(Dataset excerpts)
···

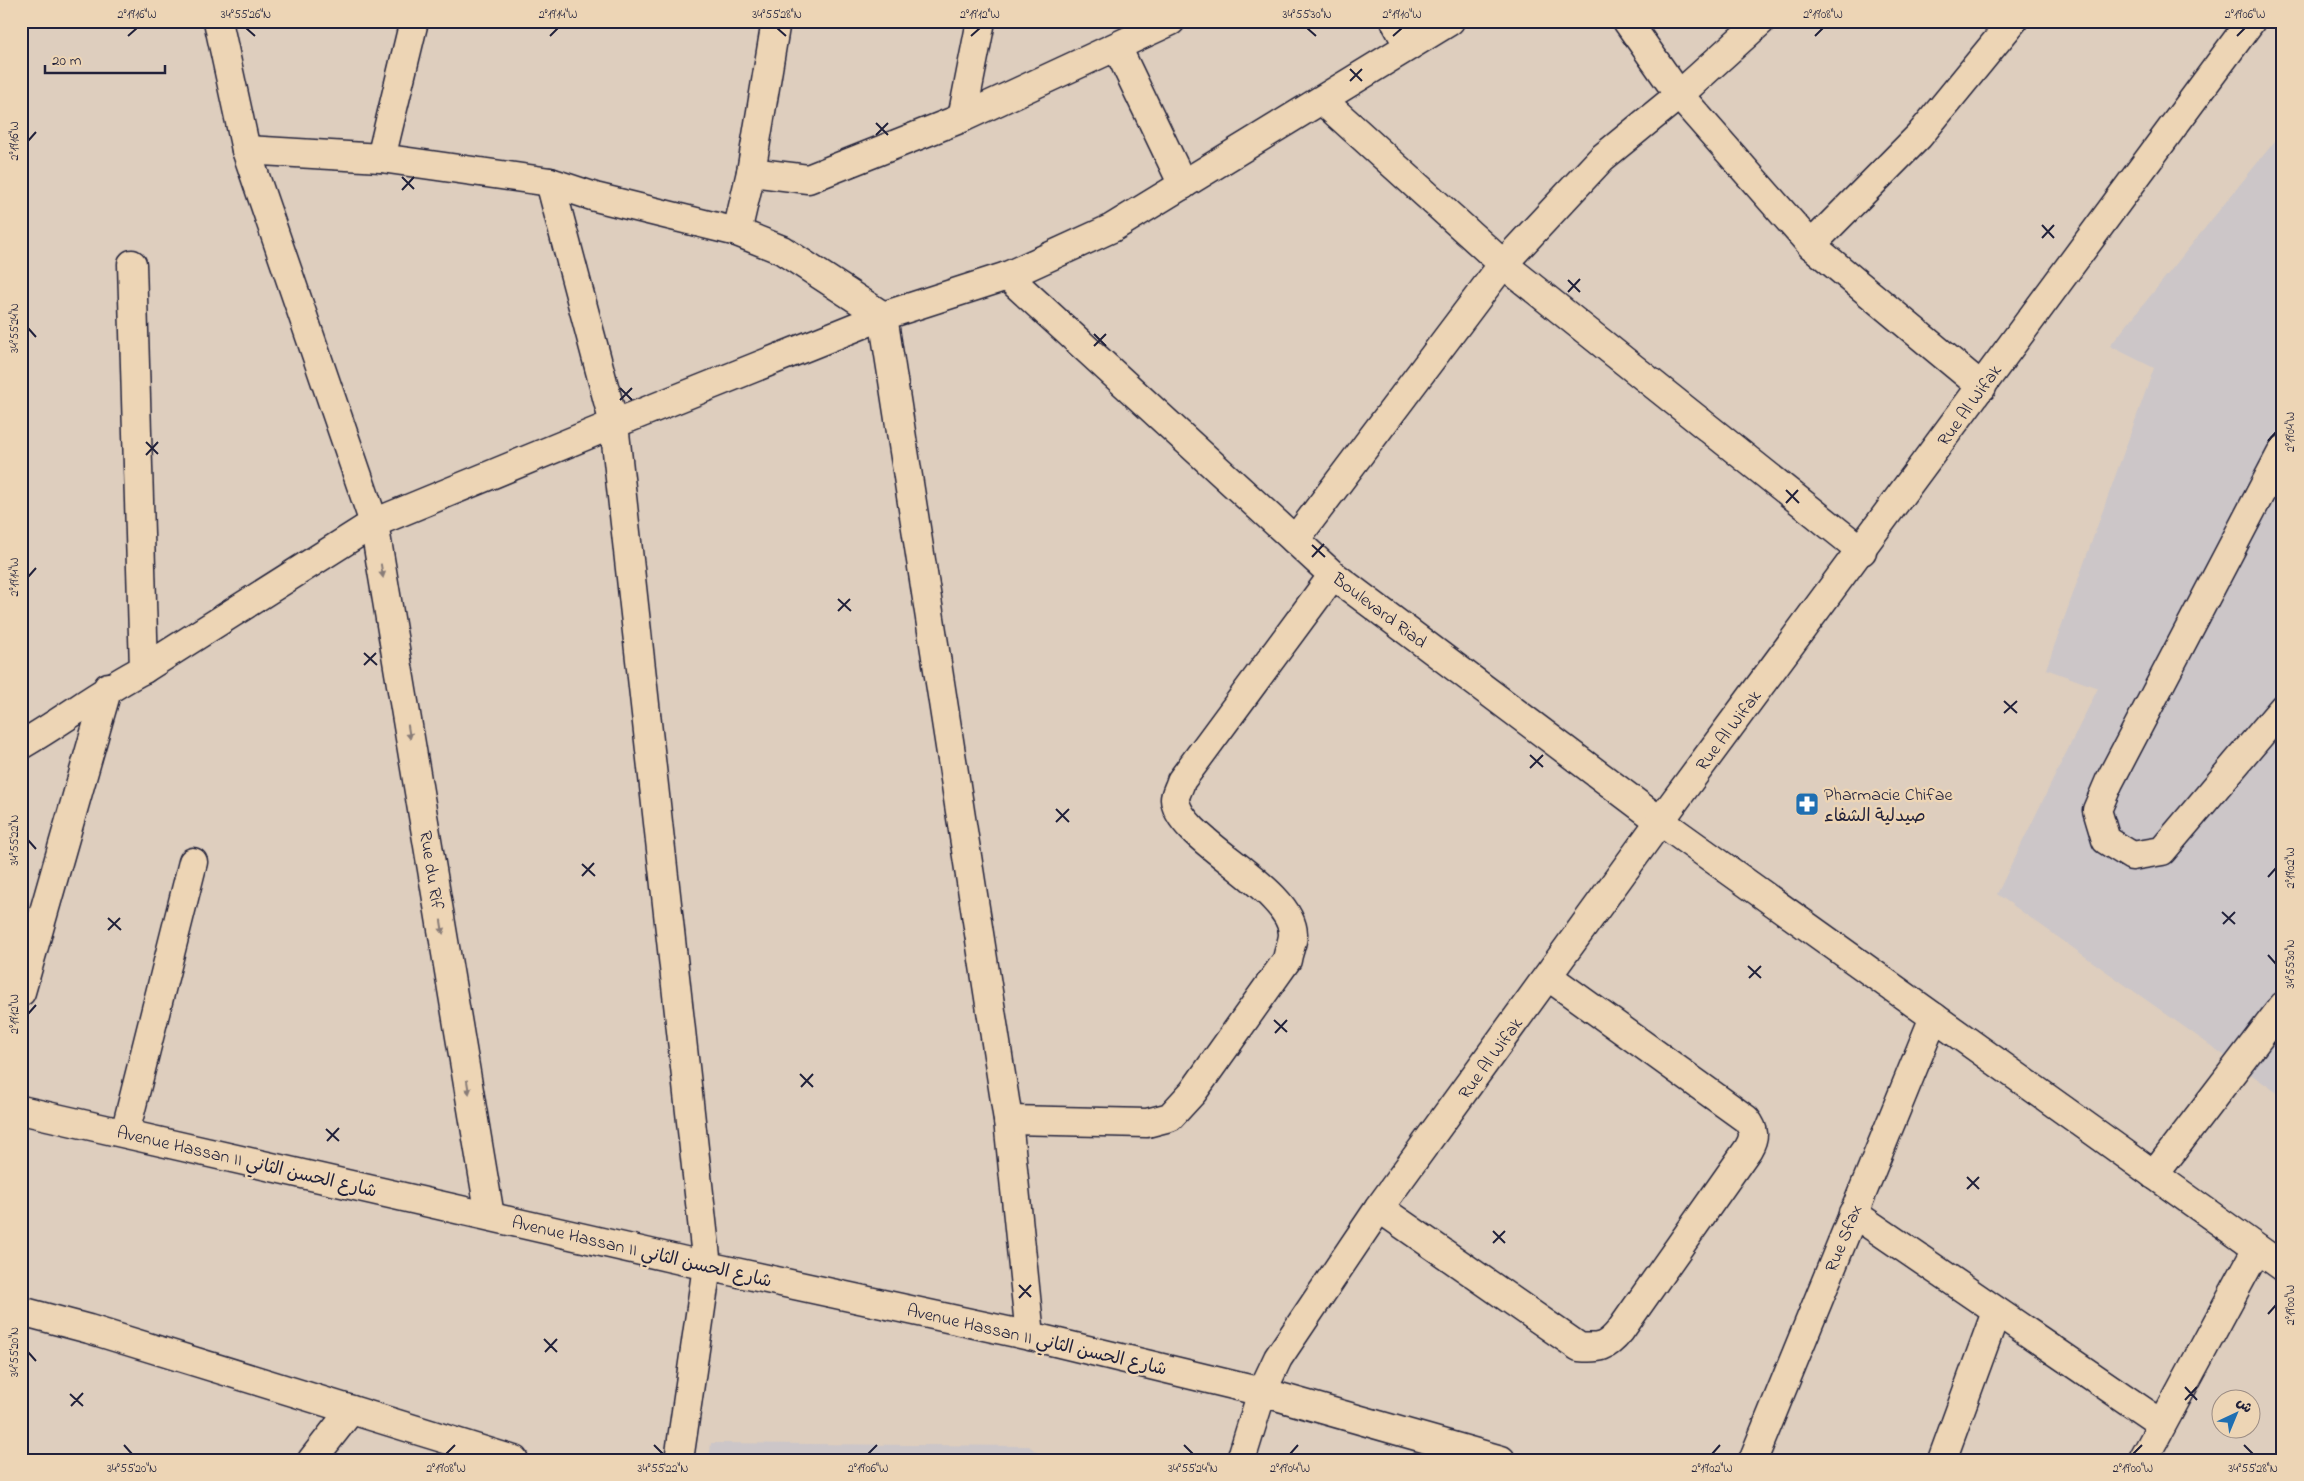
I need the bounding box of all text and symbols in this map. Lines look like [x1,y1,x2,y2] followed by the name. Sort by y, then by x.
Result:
[117,6,157,24] text: 2°19'16"W
[221,6,271,24] text: 34°55'26"N
[539,6,577,24] text: 2°19'14"W
[752,6,802,24] text: 34°55'28"N
[960,6,1000,24] text: 2°19'12"W
[1282,6,1332,24] text: 34°55'30"N
[1383,6,1421,24] text: 2°19'10"W
[1803,6,1843,24] text: 2°19'08"W
[2225,6,2265,24] text: 2°19'06"W
[45,42,165,74] scale bar
[52,50,82,72] text: 20 m
[6,121,24,161] text: 2°19'16"W
[6,303,24,353] text: 34°55'24"N
[1932,360,2009,452] street label: Rue Al Wifak
[2282,412,2300,452] text: 2°19'04"W
[6,558,24,596] text: 2°19'14"W
[379,564,387,580] one-way arrow
[1325,567,1432,656] street label: Boulevard Riad
[1691,685,1769,777] street label: Rue Al Wifak
[406,724,414,740] one-way arrow
[1824,783,1953,830] place label: Pharmacie Chifae صيدلية الشفاء
[1794,791,1820,817] pharmacy icon: Pharmacie Chifae صيدلية الشفاء
[6,815,24,865] text: 34°55'22"N
[411,829,449,912] street label: Rue du Rif
[2282,847,2300,889] text: 2°19'02"W
[438,919,446,935] one-way arrow
[2282,939,2300,989] text: 34°55'30"N
[6,994,24,1034] text: 2°19'12"W
[1453,1013,1530,1105] street label: Rue Al Wifak
[465,1079,473,1095] one-way arrow
[114,1120,379,1207] street label: Avenue Hassan II شارع الحسن الثاني
[1820,1201,1870,1276] street label: Rue Sfax
[509,1210,774,1297] street label: Avenue Hassan II شارع الحسن الثاني
[2282,1285,2300,1325] text: 2°19'00"W
[904,1298,1169,1385] street label: Avenue Hassan II شارع الحسن الثاني
[6,1327,24,1377] text: 34°55'20"N
[2212,1388,2262,1438] north arrow
[2231,1393,2257,1419] text: ش
[107,1460,157,1478] text: 34°55'20"N
[426,1460,466,1478] text: 2°19'08"W
[638,1460,688,1478] text: 34°55'22"N
[848,1460,888,1478] text: 2°19'06"W
[1168,1460,1218,1478] text: 34°55'24"N
[1270,1460,1310,1478] text: 2°19'04"W
[1691,1460,1733,1478] text: 2°19'02"W
[2113,1460,2153,1478] text: 2°19'00"W
[2228,1460,2278,1478] text: 34°55'28"N

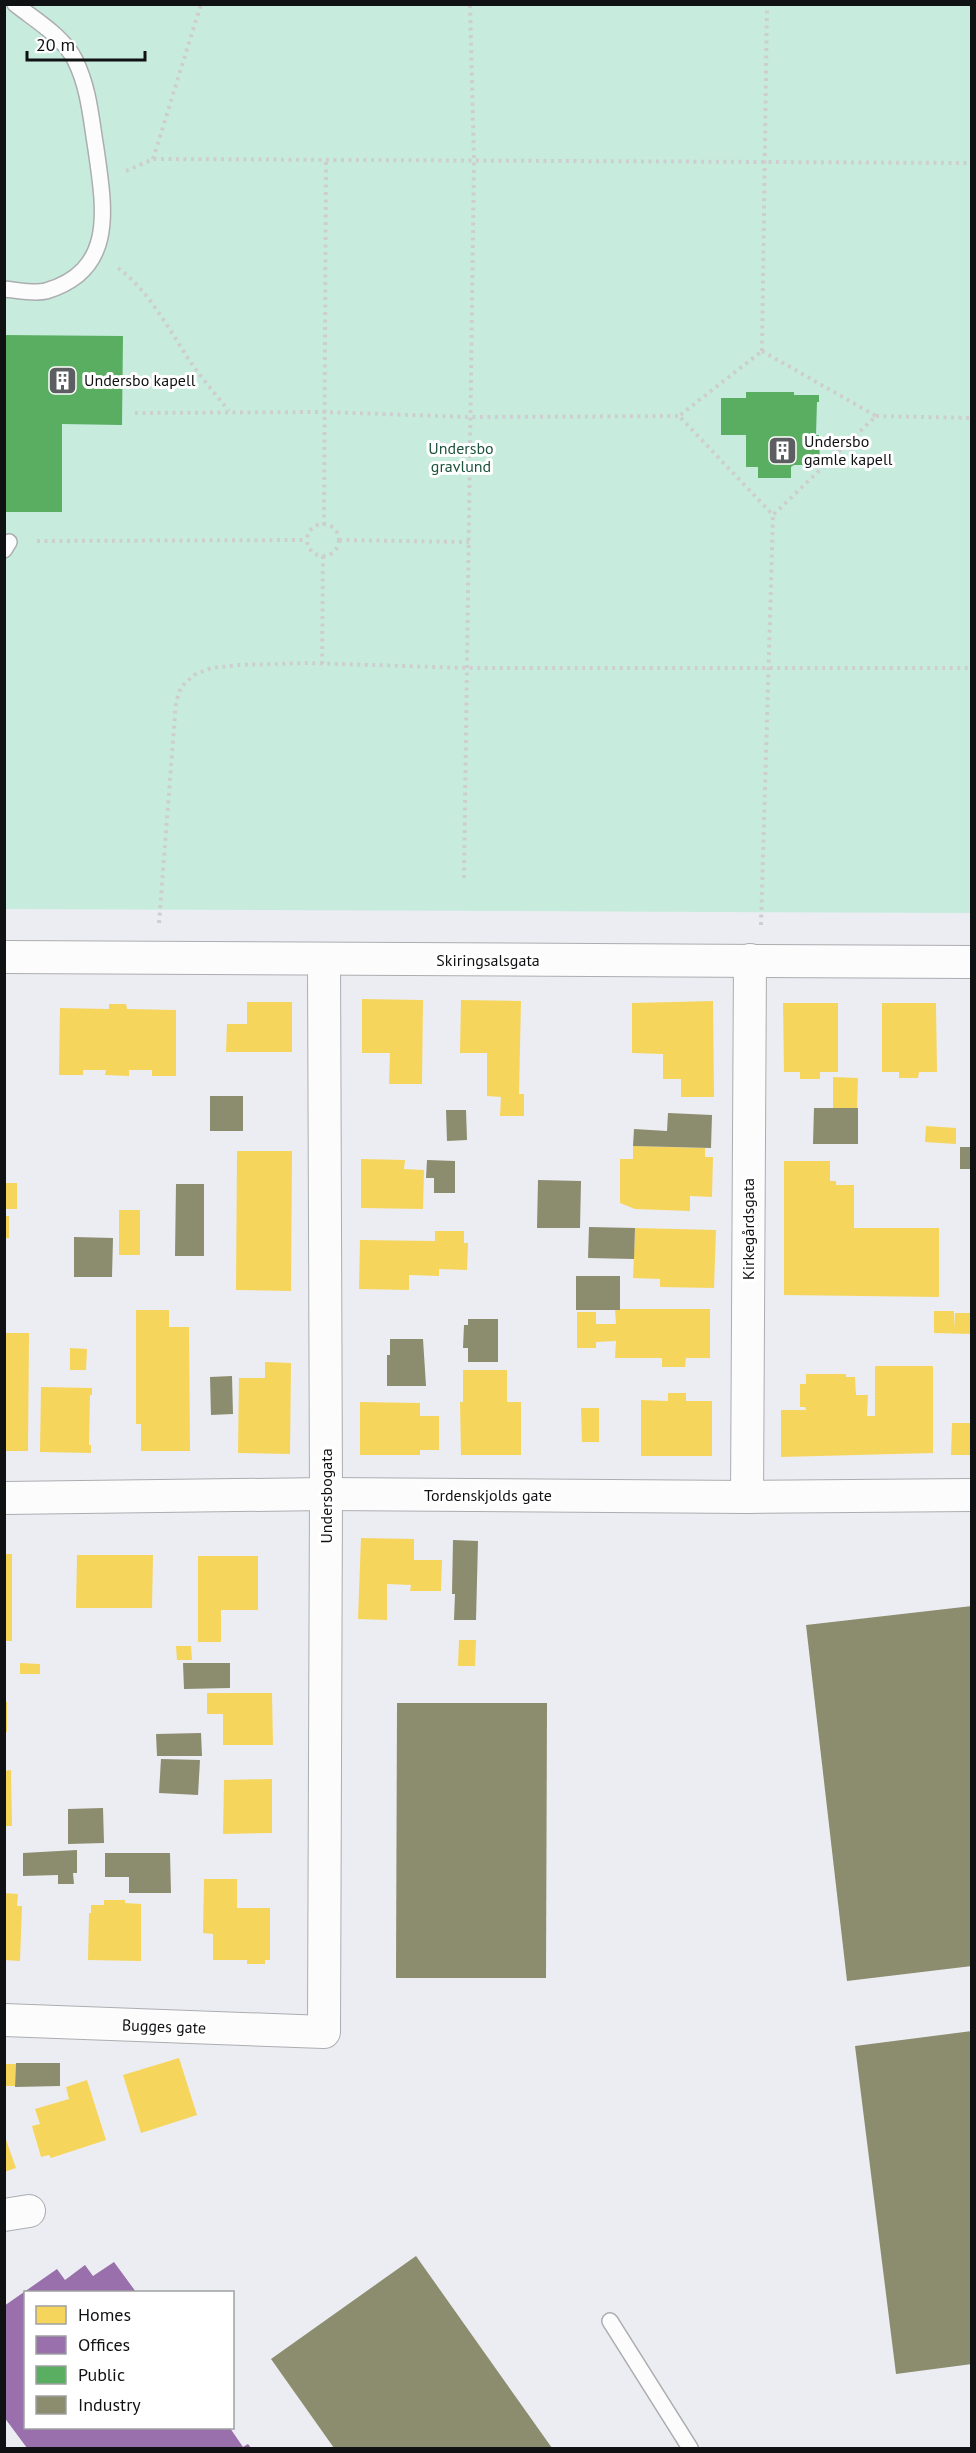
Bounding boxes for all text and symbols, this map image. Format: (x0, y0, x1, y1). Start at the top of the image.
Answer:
scale bar (27, 24, 146, 62)
text: 20 m (36, 33, 75, 56)
building icon: Undersbo kapell (47, 364, 79, 396)
place label: Undersbo kapell (84, 370, 196, 390)
place label: Undersbo gamle kapell (804, 431, 893, 469)
building icon: Undersbo gamle kapell (767, 434, 799, 466)
park label: Undersbo gravlund (428, 438, 494, 476)
street label: Skiringsalsgata (436, 950, 540, 970)
street label: Kirkegårdsgata (738, 1178, 758, 1280)
street label: Undersbogata (316, 1448, 336, 1544)
street label: Tordenskjolds gate (424, 1485, 552, 1505)
street label: Bugges gate (122, 2015, 206, 2037)
legend (24, 2291, 234, 2429)
text: Homes (78, 2303, 131, 2326)
text: Offices (78, 2333, 130, 2356)
text: Public (78, 2363, 125, 2386)
text: Industry (78, 2393, 141, 2416)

···

Required action:
Your answer must be an exact copy of the records above, with no pictures included.

Result:
I need the bounding box of all text and symbols in this map. Lines look like [x1,y1,x2,y2] followed by the name. Sort by y, then by x.
Result:
[117,6,157,24] text: 2°19'16"W
[221,6,271,24] text: 34°55'26"N
[539,6,577,24] text: 2°19'14"W
[752,6,802,24] text: 34°55'28"N
[960,6,1000,24] text: 2°19'12"W
[1282,6,1332,24] text: 34°55'30"N
[1383,6,1421,24] text: 2°19'10"W
[1803,6,1843,24] text: 2°19'08"W
[2225,6,2265,24] text: 2°19'06"W
[45,42,165,74] scale bar
[52,50,82,72] text: 20 m
[6,121,24,161] text: 2°19'16"W
[6,303,24,353] text: 34°55'24"N
[1932,360,2009,452] street label: Rue Al Wifak
[2282,412,2300,452] text: 2°19'04"W
[6,558,24,596] text: 2°19'14"W
[379,564,387,580] one-way arrow
[1325,567,1432,656] street label: Boulevard Riad
[1691,685,1769,777] street label: Rue Al Wifak
[406,724,414,740] one-way arrow
[1824,783,1953,830] place label: Pharmacie Chifae صيدلية الشفاء
[1794,791,1820,817] pharmacy icon: Pharmacie Chifae صيدلية الشفاء
[6,815,24,865] text: 34°55'22"N
[411,829,449,912] street label: Rue du Rif
[2282,847,2300,889] text: 2°19'02"W
[438,919,446,935] one-way arrow
[2282,939,2300,989] text: 34°55'30"N
[6,994,24,1034] text: 2°19'12"W
[1453,1013,1530,1105] street label: Rue Al Wifak
[465,1079,473,1095] one-way arrow
[114,1120,379,1207] street label: Avenue Hassan II شارع الحسن الثاني
[1820,1201,1870,1276] street label: Rue Sfax
[509,1210,774,1297] street label: Avenue Hassan II شارع الحسن الثاني
[2282,1285,2300,1325] text: 2°19'00"W
[904,1298,1169,1385] street label: Avenue Hassan II شارع الحسن الثاني
[6,1327,24,1377] text: 34°55'20"N
[2212,1388,2262,1438] north arrow
[2231,1393,2257,1419] text: ش
[107,1460,157,1478] text: 34°55'20"N
[426,1460,466,1478] text: 2°19'08"W
[638,1460,688,1478] text: 34°55'22"N
[848,1460,888,1478] text: 2°19'06"W
[1168,1460,1218,1478] text: 34°55'24"N
[1270,1460,1310,1478] text: 2°19'04"W
[1691,1460,1733,1478] text: 2°19'02"W
[2113,1460,2153,1478] text: 2°19'00"W
[2228,1460,2278,1478] text: 34°55'28"N

Bounding boxes for all text and symbols, this map image. Format: (x0, y0, x1, y1). Start at the top of the image.
Answer:
scale bar (27, 24, 146, 62)
text: 20 m (36, 33, 75, 56)
building icon: Undersbo kapell (47, 364, 79, 396)
place label: Undersbo kapell (84, 370, 196, 390)
place label: Undersbo gamle kapell (804, 431, 893, 469)
building icon: Undersbo gamle kapell (767, 434, 799, 466)
park label: Undersbo gravlund (428, 438, 494, 476)
street label: Skiringsalsgata (436, 950, 540, 970)
street label: Kirkegårdsgata (738, 1178, 758, 1280)
street label: Undersbogata (316, 1448, 336, 1544)
street label: Tordenskjolds gate (424, 1485, 552, 1505)
street label: Bugges gate (122, 2015, 206, 2037)
legend (24, 2291, 234, 2429)
text: Homes (78, 2303, 131, 2326)
text: Offices (78, 2333, 130, 2356)
text: Public (78, 2363, 125, 2386)
text: Industry (78, 2393, 141, 2416)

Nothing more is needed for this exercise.